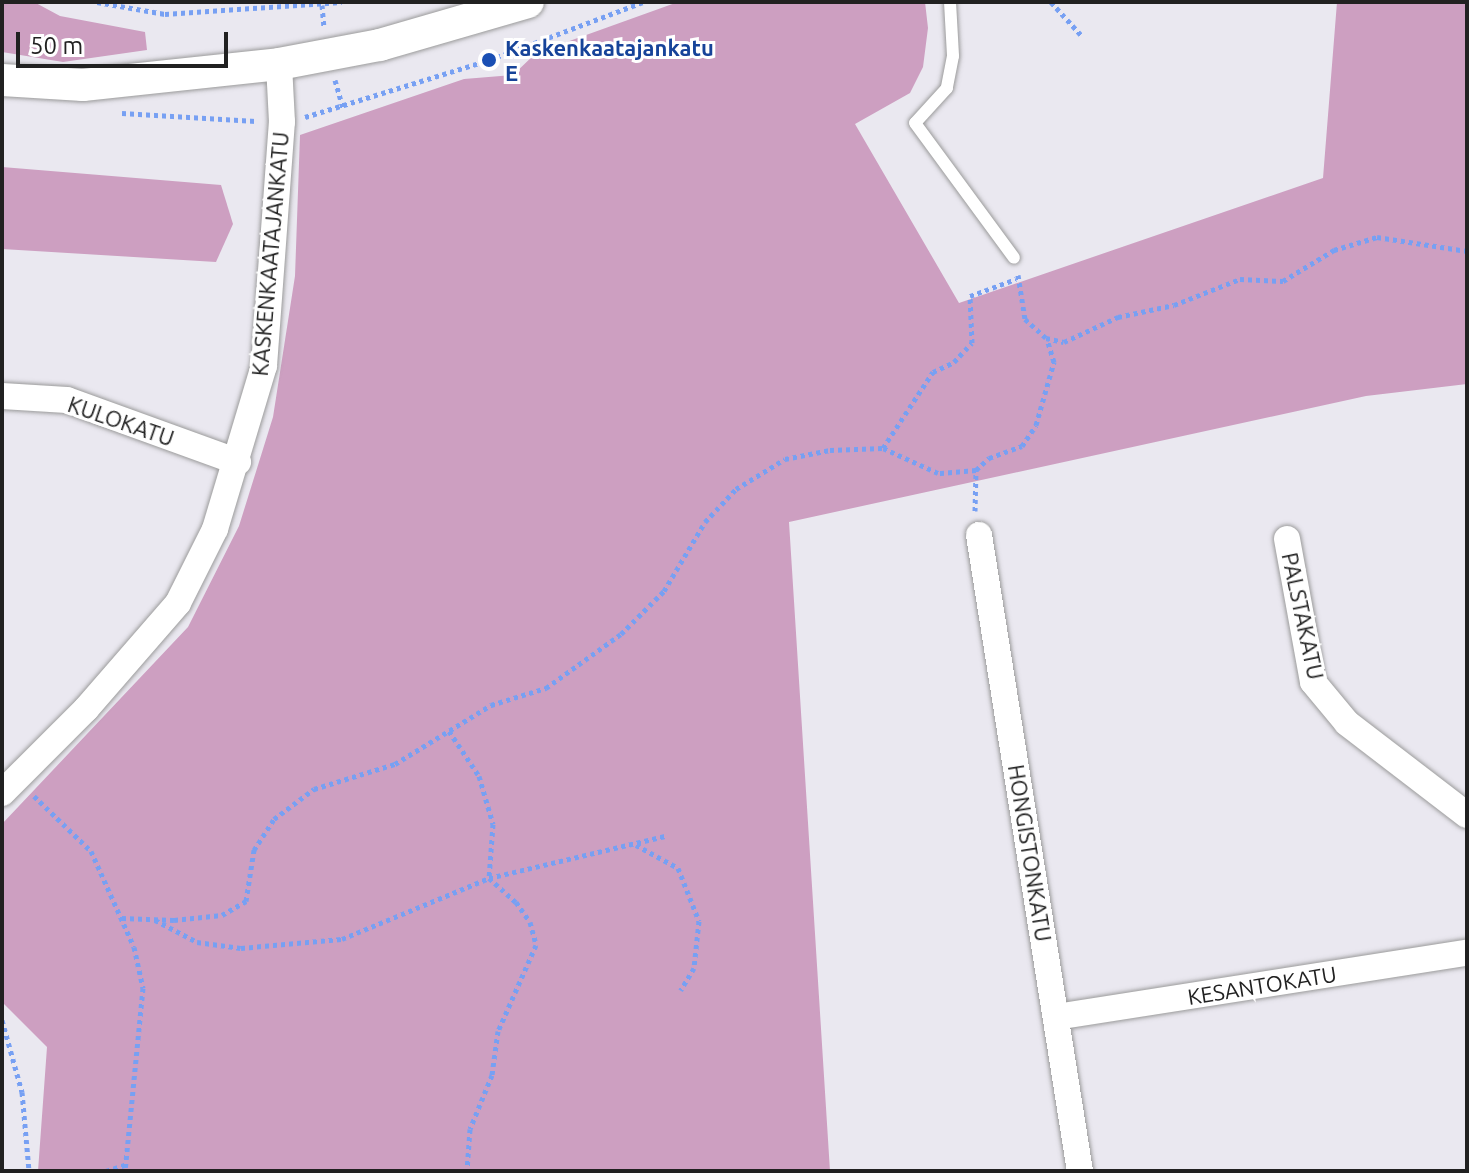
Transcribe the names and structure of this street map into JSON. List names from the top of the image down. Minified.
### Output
{"streets":{"street":["KASKENKAATAJANKATU","KULOKATU","PALSTAKATU","HONGISTONKATU","KESANTOKATU"]},"crossings":[["KASKENKAATAJANKATU","KULOKATU"],["HONGISTONKATU","KESANTOKATU"]],"places":["Kaskenkaatajankatu E"],"scale_bar":"50 m"}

▶ **TASK DETAILS**
Set down the material above word for word and skip its pictures.

▶ **COMPLETED TASK**
Transcribe the names and structure of this street map into JSON. List names from the top of the image down. Minified.
### Output
{"streets":{"street":["KASKENKAATAJANKATU","KULOKATU","PALSTAKATU","HONGISTONKATU","KESANTOKATU"]},"crossings":[["KASKENKAATAJANKATU","KULOKATU"],["HONGISTONKATU","KESANTOKATU"]],"places":["Kaskenkaatajankatu E"],"scale_bar":"50 m"}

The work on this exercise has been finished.